Collected data entries:
--- START ---

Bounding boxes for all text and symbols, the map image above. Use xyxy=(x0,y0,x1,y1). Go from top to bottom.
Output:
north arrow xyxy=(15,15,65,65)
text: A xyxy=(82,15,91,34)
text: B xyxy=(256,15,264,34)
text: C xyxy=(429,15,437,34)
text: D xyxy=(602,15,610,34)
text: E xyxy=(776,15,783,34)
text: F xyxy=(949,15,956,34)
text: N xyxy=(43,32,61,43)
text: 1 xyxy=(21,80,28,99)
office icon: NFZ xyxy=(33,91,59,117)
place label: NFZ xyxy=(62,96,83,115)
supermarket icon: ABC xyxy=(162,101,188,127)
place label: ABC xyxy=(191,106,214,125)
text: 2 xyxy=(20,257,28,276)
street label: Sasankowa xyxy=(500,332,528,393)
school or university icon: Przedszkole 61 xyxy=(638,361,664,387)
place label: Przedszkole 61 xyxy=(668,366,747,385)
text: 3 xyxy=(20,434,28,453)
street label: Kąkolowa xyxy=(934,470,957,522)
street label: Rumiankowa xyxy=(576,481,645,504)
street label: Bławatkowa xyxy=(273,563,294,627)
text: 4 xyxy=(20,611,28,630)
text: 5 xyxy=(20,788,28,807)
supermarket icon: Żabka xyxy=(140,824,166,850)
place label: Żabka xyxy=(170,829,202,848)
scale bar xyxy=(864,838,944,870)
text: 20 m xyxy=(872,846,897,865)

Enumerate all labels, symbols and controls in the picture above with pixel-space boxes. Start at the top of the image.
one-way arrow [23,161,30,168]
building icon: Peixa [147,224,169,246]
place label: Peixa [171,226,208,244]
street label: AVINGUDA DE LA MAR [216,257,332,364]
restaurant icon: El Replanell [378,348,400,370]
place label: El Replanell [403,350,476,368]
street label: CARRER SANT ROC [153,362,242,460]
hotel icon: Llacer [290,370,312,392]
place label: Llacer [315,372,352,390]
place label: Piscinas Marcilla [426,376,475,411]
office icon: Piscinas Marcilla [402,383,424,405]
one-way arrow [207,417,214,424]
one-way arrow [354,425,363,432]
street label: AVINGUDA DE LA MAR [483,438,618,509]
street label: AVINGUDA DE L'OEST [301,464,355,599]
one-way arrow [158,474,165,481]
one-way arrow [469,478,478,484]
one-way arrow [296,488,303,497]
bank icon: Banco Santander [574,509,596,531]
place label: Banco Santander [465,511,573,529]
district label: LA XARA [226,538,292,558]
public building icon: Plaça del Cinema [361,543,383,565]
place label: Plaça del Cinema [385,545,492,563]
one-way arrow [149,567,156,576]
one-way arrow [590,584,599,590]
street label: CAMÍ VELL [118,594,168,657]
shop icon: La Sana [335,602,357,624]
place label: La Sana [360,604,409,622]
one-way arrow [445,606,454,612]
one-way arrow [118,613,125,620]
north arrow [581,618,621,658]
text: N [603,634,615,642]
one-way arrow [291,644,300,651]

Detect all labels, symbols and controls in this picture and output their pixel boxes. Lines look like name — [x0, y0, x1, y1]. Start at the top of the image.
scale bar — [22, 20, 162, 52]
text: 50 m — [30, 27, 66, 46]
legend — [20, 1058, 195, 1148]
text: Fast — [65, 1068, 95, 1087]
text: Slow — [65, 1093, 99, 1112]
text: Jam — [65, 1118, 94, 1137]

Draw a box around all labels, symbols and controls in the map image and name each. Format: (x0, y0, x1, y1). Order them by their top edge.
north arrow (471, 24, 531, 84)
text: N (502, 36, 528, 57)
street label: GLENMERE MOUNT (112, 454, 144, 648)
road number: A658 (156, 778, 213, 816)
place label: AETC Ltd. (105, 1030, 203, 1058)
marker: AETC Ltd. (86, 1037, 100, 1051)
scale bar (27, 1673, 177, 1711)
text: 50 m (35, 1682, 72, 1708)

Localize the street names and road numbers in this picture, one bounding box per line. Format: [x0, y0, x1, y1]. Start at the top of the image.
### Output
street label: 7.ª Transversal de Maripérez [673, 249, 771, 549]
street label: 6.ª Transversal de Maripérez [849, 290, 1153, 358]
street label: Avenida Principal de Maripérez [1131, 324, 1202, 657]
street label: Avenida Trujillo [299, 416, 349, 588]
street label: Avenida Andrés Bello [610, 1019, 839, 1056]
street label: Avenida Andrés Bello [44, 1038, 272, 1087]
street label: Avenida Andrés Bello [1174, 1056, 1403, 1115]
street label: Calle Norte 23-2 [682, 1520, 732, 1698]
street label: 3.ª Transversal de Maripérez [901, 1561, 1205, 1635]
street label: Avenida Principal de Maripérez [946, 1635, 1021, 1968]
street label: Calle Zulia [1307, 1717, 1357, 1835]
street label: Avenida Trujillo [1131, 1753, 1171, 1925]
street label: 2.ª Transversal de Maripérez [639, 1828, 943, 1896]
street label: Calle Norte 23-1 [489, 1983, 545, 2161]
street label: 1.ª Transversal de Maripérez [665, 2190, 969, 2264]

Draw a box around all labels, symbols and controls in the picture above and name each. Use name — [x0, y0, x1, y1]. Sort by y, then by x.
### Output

--- END ---

REQUIRED ACTION: Please restate every line of the records exactly.

SOLUTION FOR THIS TASK:
Bounding boxes for all text and symbols, the map image above. Use xyxy=(x0,y0,x1,y1). Go from top to bottom.
Output:
north arrow xyxy=(15,15,65,65)
text: A xyxy=(82,15,91,34)
text: B xyxy=(256,15,264,34)
text: C xyxy=(429,15,437,34)
text: D xyxy=(602,15,610,34)
text: E xyxy=(776,15,783,34)
text: F xyxy=(949,15,956,34)
text: N xyxy=(43,32,61,43)
text: 1 xyxy=(21,80,28,99)
office icon: NFZ xyxy=(33,91,59,117)
place label: NFZ xyxy=(62,96,83,115)
supermarket icon: ABC xyxy=(162,101,188,127)
place label: ABC xyxy=(191,106,214,125)
text: 2 xyxy=(20,257,28,276)
street label: Sasankowa xyxy=(500,332,528,393)
school or university icon: Przedszkole 61 xyxy=(638,361,664,387)
place label: Przedszkole 61 xyxy=(668,366,747,385)
text: 3 xyxy=(20,434,28,453)
street label: Kąkolowa xyxy=(934,470,957,522)
street label: Rumiankowa xyxy=(576,481,645,504)
street label: Bławatkowa xyxy=(273,563,294,627)
text: 4 xyxy=(20,611,28,630)
text: 5 xyxy=(20,788,28,807)
supermarket icon: Żabka xyxy=(140,824,166,850)
place label: Żabka xyxy=(170,829,202,848)
scale bar xyxy=(864,838,944,870)
text: 20 m xyxy=(872,846,897,865)

Enumerate all labels, symbols and controls in the picture above with pixel-space boxes. Start at the top of the image.
one-way arrow [23,161,30,168]
building icon: Peixa [147,224,169,246]
place label: Peixa [171,226,208,244]
street label: AVINGUDA DE LA MAR [216,257,332,364]
restaurant icon: El Replanell [378,348,400,370]
place label: El Replanell [403,350,476,368]
street label: CARRER SANT ROC [153,362,242,460]
hotel icon: Llacer [290,370,312,392]
place label: Llacer [315,372,352,390]
place label: Piscinas Marcilla [426,376,475,411]
office icon: Piscinas Marcilla [402,383,424,405]
one-way arrow [207,417,214,424]
one-way arrow [354,425,363,432]
street label: AVINGUDA DE LA MAR [483,438,618,509]
street label: AVINGUDA DE L'OEST [301,464,355,599]
one-way arrow [158,474,165,481]
one-way arrow [469,478,478,484]
one-way arrow [296,488,303,497]
bank icon: Banco Santander [574,509,596,531]
place label: Banco Santander [465,511,573,529]
district label: LA XARA [226,538,292,558]
public building icon: Plaça del Cinema [361,543,383,565]
place label: Plaça del Cinema [385,545,492,563]
one-way arrow [149,567,156,576]
one-way arrow [590,584,599,590]
street label: CAMÍ VELL [118,594,168,657]
shop icon: La Sana [335,602,357,624]
place label: La Sana [360,604,409,622]
one-way arrow [445,606,454,612]
one-way arrow [118,613,125,620]
north arrow [581,618,621,658]
text: N [603,634,615,642]
one-way arrow [291,644,300,651]

Detect all labels, symbols and controls in this picture and output their pixel boxes. Lines look like name — [x0, y0, x1, y1]. Start at the top of the image.
scale bar — [22, 20, 162, 52]
text: 50 m — [30, 27, 66, 46]
legend — [20, 1058, 195, 1148]
text: Fast — [65, 1068, 95, 1087]
text: Slow — [65, 1093, 99, 1112]
text: Jam — [65, 1118, 94, 1137]

Draw a box around all labels, symbols and controls in the map image and name each. Format: (x0, y0, x1, y1). Order them by their top edge.
north arrow (471, 24, 531, 84)
text: N (502, 36, 528, 57)
street label: GLENMERE MOUNT (112, 454, 144, 648)
road number: A658 (156, 778, 213, 816)
place label: AETC Ltd. (105, 1030, 203, 1058)
marker: AETC Ltd. (86, 1037, 100, 1051)
scale bar (27, 1673, 177, 1711)
text: 50 m (35, 1682, 72, 1708)

Localize the street names and road numbers in this picture, one bounding box per line. Format: [x0, y0, x1, y1]. Start at the top of the image.
### Output
street label: 7.ª Transversal de Maripérez [673, 249, 771, 549]
street label: 6.ª Transversal de Maripérez [849, 290, 1153, 358]
street label: Avenida Principal de Maripérez [1131, 324, 1202, 657]
street label: Avenida Trujillo [299, 416, 349, 588]
street label: Avenida Andrés Bello [610, 1019, 839, 1056]
street label: Avenida Andrés Bello [44, 1038, 272, 1087]
street label: Avenida Andrés Bello [1174, 1056, 1403, 1115]
street label: Calle Norte 23-2 [682, 1520, 732, 1698]
street label: 3.ª Transversal de Maripérez [901, 1561, 1205, 1635]
street label: Avenida Principal de Maripérez [946, 1635, 1021, 1968]
street label: Calle Zulia [1307, 1717, 1357, 1835]
street label: Avenida Trujillo [1131, 1753, 1171, 1925]
street label: 2.ª Transversal de Maripérez [639, 1828, 943, 1896]
street label: Calle Norte 23-1 [489, 1983, 545, 2161]
street label: 1.ª Transversal de Maripérez [665, 2190, 969, 2264]

Draw a box around all labels, symbols and controls in the picture above and name each. Use name — [x0, y0, x1, y1]. Sort by y, then by x.
### Output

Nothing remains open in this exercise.